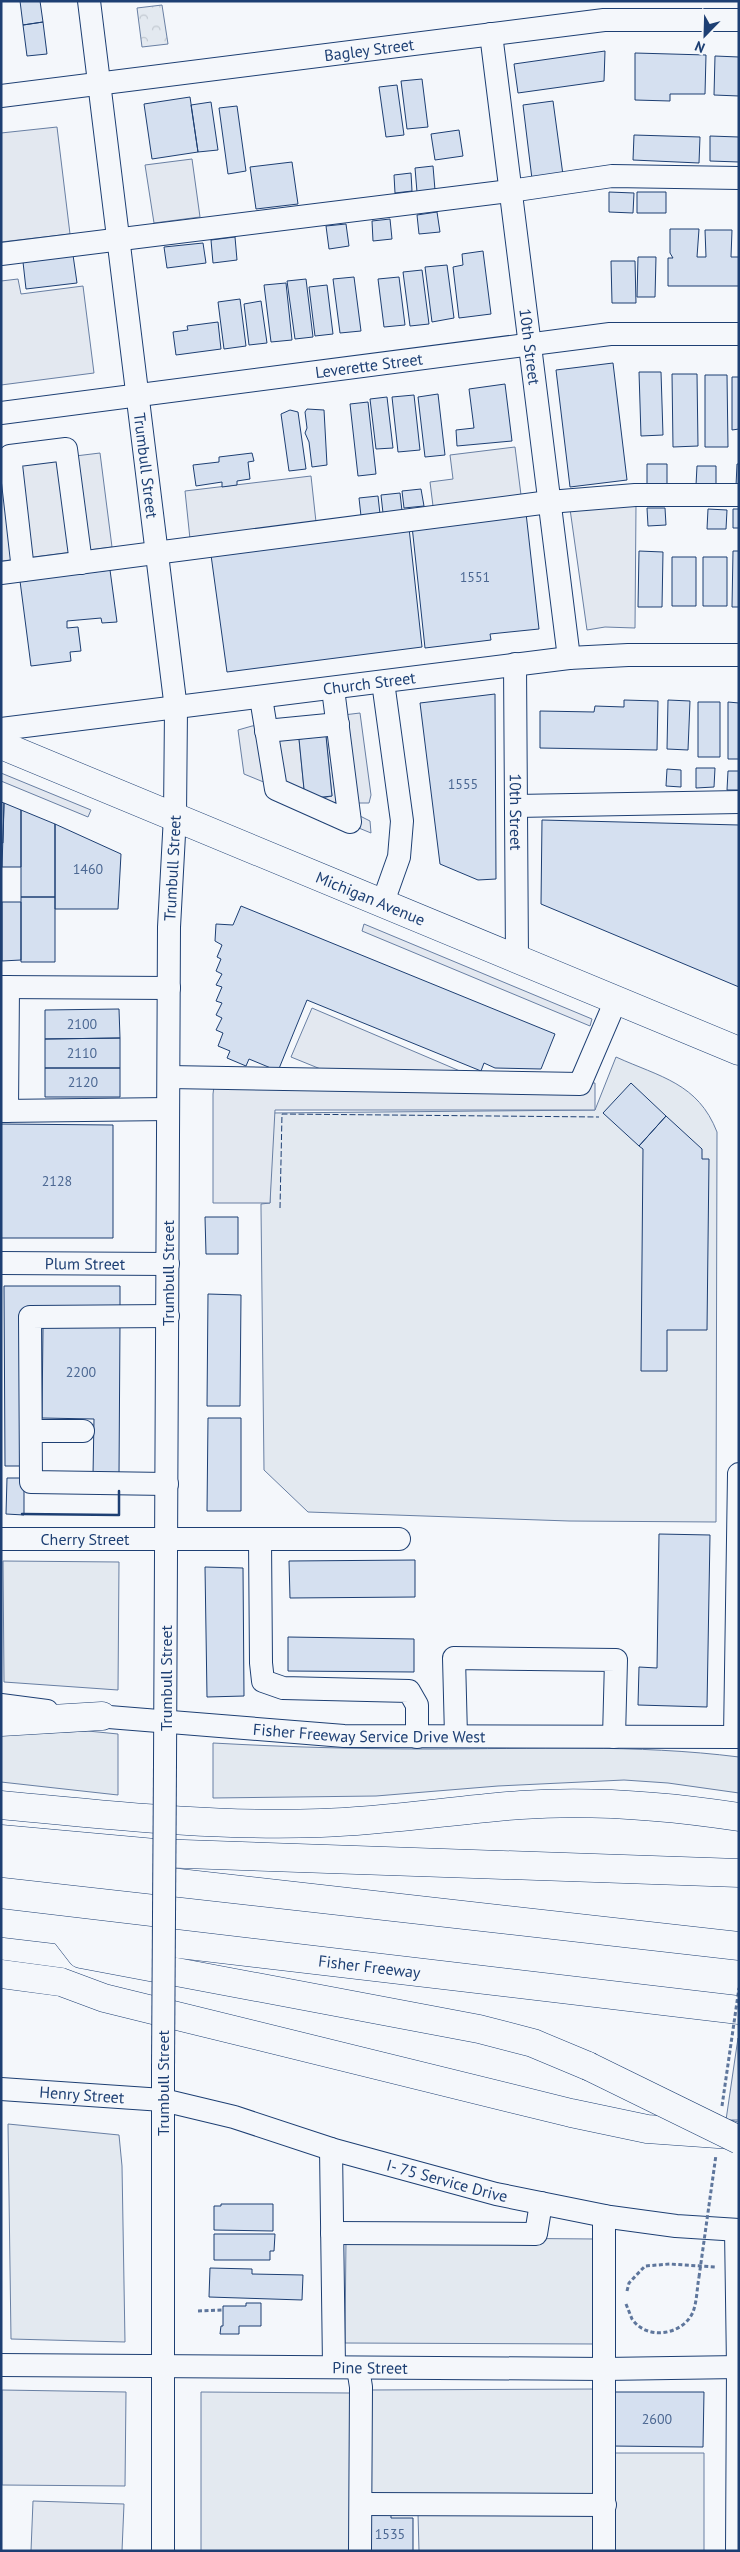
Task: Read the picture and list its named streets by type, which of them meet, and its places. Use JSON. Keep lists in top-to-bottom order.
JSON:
{
  "streets": {
    "main road": ["Michigan Avenue", "Fisher Freeway"],
    "street": [
      "Bagley Street",
      "10th Street",
      "Leverette Street",
      "Trumbull Street",
      "Church Street",
      "Plum Street",
      "Cherry Street",
      "Fisher Freeway Service Drive West",
      "Henry Street",
      "I- 75 Service Drive",
      "Pine Street"
    ]
  },
  "crossings": [
    ["Bagley Street", "10th Street"],
    ["Bagley Street", "Trumbull Street"],
    ["10th Street", "Leverette Street"],
    ["10th Street", "Church Street"],
    ["10th Street", "Michigan Avenue"],
    ["Leverette Street", "Trumbull Street"],
    ["Trumbull Street", "Church Street"],
    ["Trumbull Street", "Michigan Avenue"],
    ["Trumbull Street", "Plum Street"],
    ["Trumbull Street", "Cherry Street"],
    ["Trumbull Street", "Fisher Freeway Service Drive West"],
    ["Trumbull Street", "Henry Street"],
    ["Trumbull Street", "I- 75 Service Drive"],
    ["Trumbull Street", "Pine Street"],
    ["Henry Street", "I- 75 Service Drive"]
  ],
  "house_numbers": [
    "1551",
    "1555",
    "1460",
    "2100",
    "2110",
    "2120",
    "2128",
    "2200",
    "2600",
    "1535"
  ],
  "north": "bottom left"
}
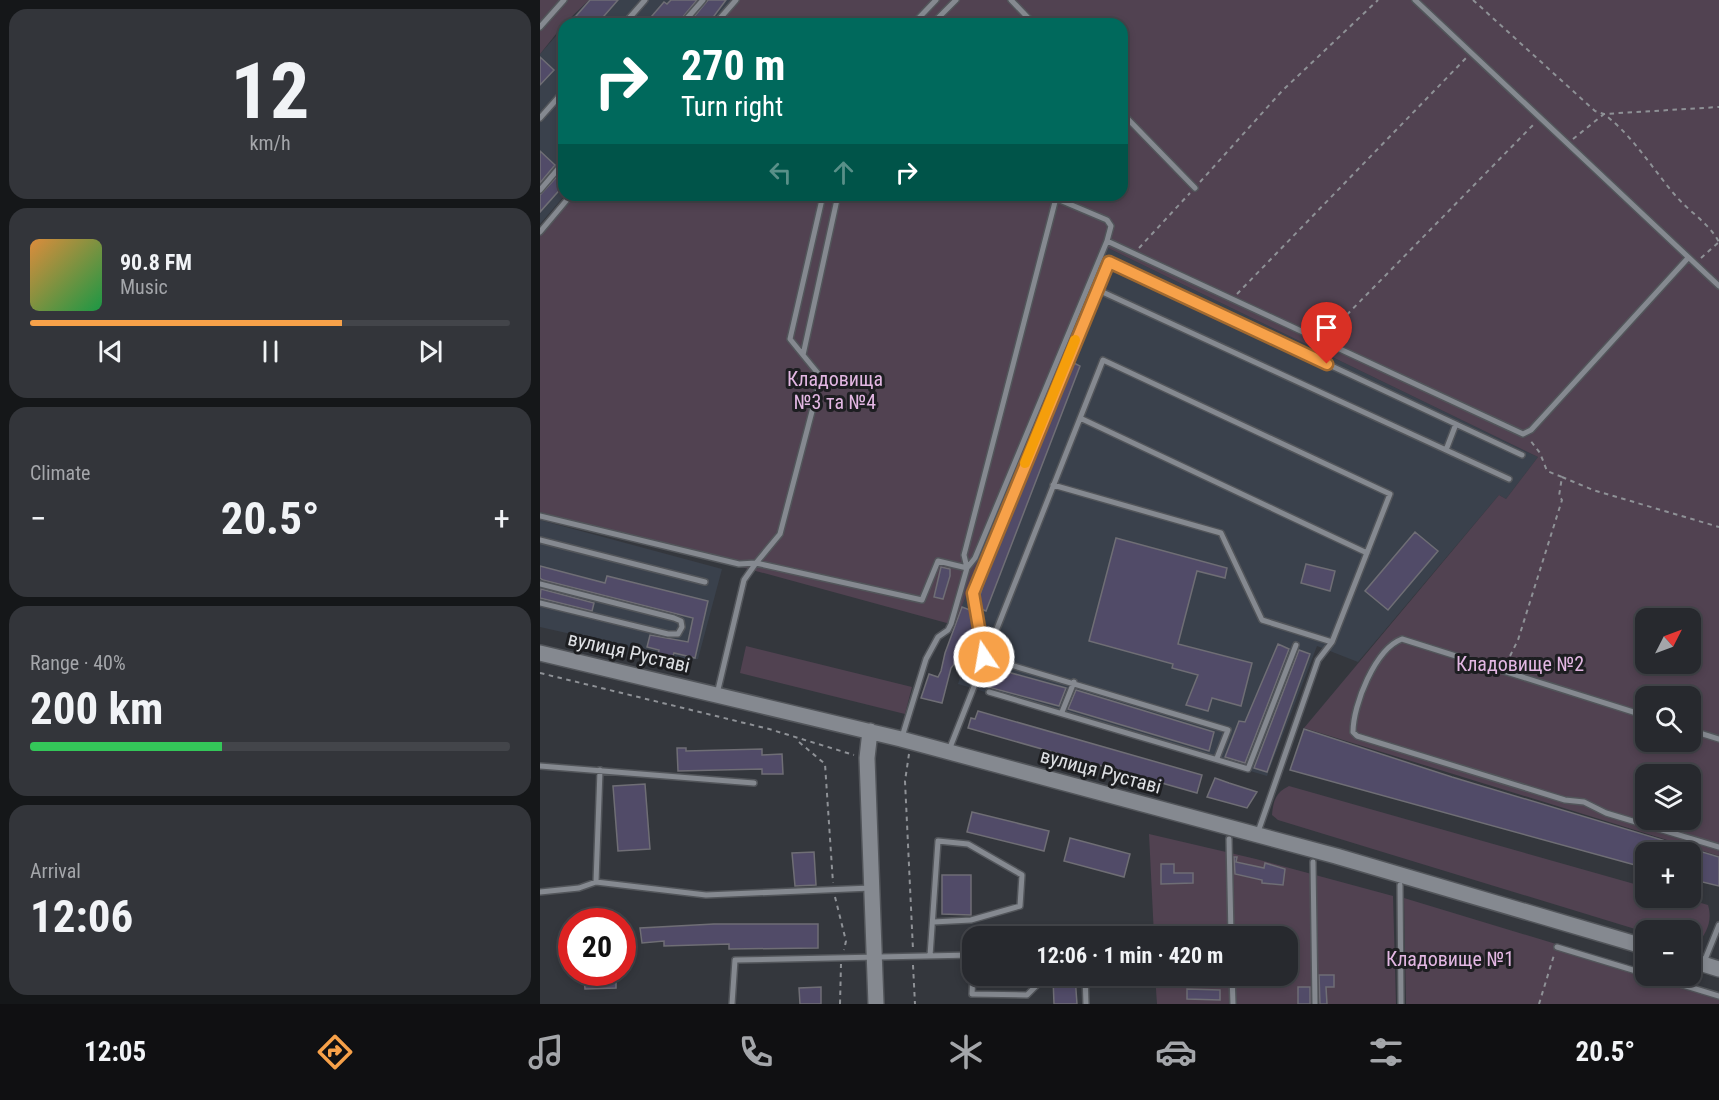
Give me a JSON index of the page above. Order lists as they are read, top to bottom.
{
  "streets": {
    "main road": ["вулиця Руставі"]
  },
  "parks": ["Кладовища №3 та №4", "Кладовище №2", "Кладовище №1"],
  "north": "top right",
  "page": {
    "tile": [
      ["12", "km/h"],
      "Climate",
      ["Range · 40%", "200 km"],
      ["Arrival", "12:06"]
    ],
    "turn": ["270 m", "Turn right"],
    "song": ["90.8 FM", "Music"],
    "heat": ["−", "20.5°", "+"],
    "map_buttons": ["+", "−"],
    "limit": "20",
    "trip": "12:06 · 1 min · 420 m",
    "tabs": ["12:05", "20.5°"]
  }
}
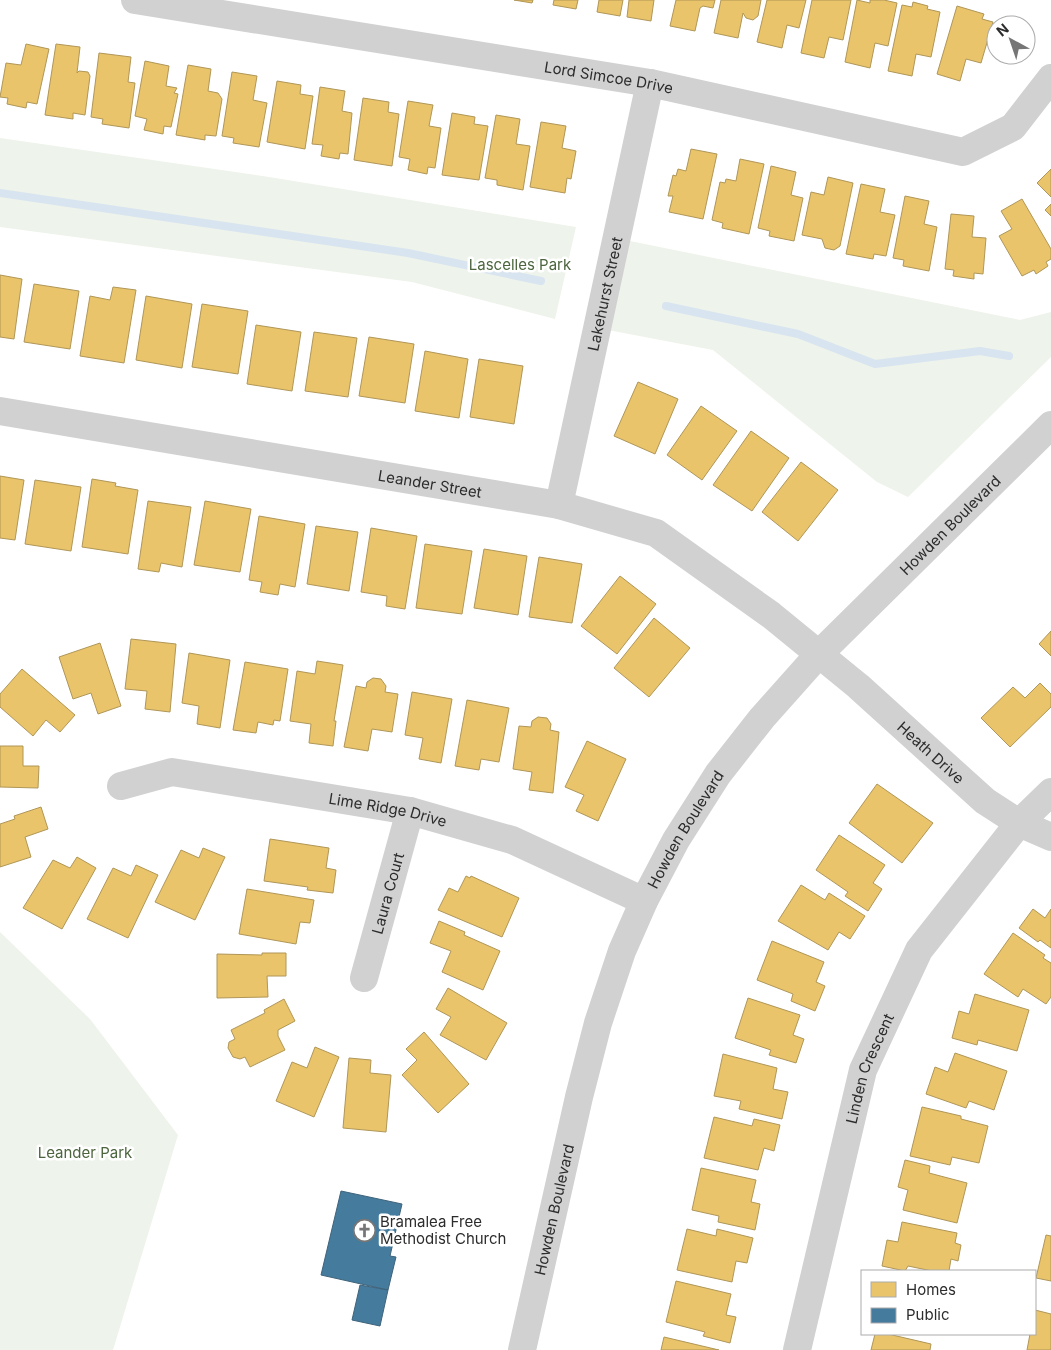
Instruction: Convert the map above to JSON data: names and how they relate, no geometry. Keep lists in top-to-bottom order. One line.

-*-*-

What needs to be done => Copy each of the entries above precisely, and drop whatever pictures they hold.

Finished task =>
Task: Read the picture and list its named streets by type, which of them meet, and its places. Use JSON. Keep lists in top-to-bottom order.
JSON:
{
  "streets": {
    "main road": ["Michigan Avenue", "Fisher Freeway"],
    "street": [
      "Bagley Street",
      "10th Street",
      "Leverette Street",
      "Trumbull Street",
      "Church Street",
      "Plum Street",
      "Cherry Street",
      "Fisher Freeway Service Drive West",
      "Henry Street",
      "I- 75 Service Drive",
      "Pine Street"
    ]
  },
  "crossings": [
    ["Bagley Street", "10th Street"],
    ["Bagley Street", "Trumbull Street"],
    ["10th Street", "Leverette Street"],
    ["10th Street", "Church Street"],
    ["10th Street", "Michigan Avenue"],
    ["Leverette Street", "Trumbull Street"],
    ["Trumbull Street", "Church Street"],
    ["Trumbull Street", "Michigan Avenue"],
    ["Trumbull Street", "Plum Street"],
    ["Trumbull Street", "Cherry Street"],
    ["Trumbull Street", "Fisher Freeway Service Drive West"],
    ["Trumbull Street", "Henry Street"],
    ["Trumbull Street", "I- 75 Service Drive"],
    ["Trumbull Street", "Pine Street"],
    ["Henry Street", "I- 75 Service Drive"]
  ],
  "house_numbers": [
    "1551",
    "1555",
    "1460",
    "2100",
    "2110",
    "2120",
    "2128",
    "2200",
    "2600",
    "1535"
  ],
  "north": "bottom left"
}
Give me a JSON index of the page above. Order lists as they are read, top to bottom.
{
  "streets": {
    "main road": ["вулиця Руставі"]
  },
  "parks": ["Кладовища №3 та №4", "Кладовище №2", "Кладовище №1"],
  "north": "top right",
  "page": {
    "tile": [
      ["12", "km/h"],
      "Climate",
      ["Range · 40%", "200 km"],
      ["Arrival", "12:06"]
    ],
    "turn": ["270 m", "Turn right"],
    "song": ["90.8 FM", "Music"],
    "heat": ["−", "20.5°", "+"],
    "map_buttons": ["+", "−"],
    "limit": "20",
    "trip": "12:06 · 1 min · 420 m",
    "tabs": ["12:05", "20.5°"]
  }
}
Instruction: Convert the map above to JSON data: names and how they relate, no geometry. Keep lists in top-to-bottom order. One line.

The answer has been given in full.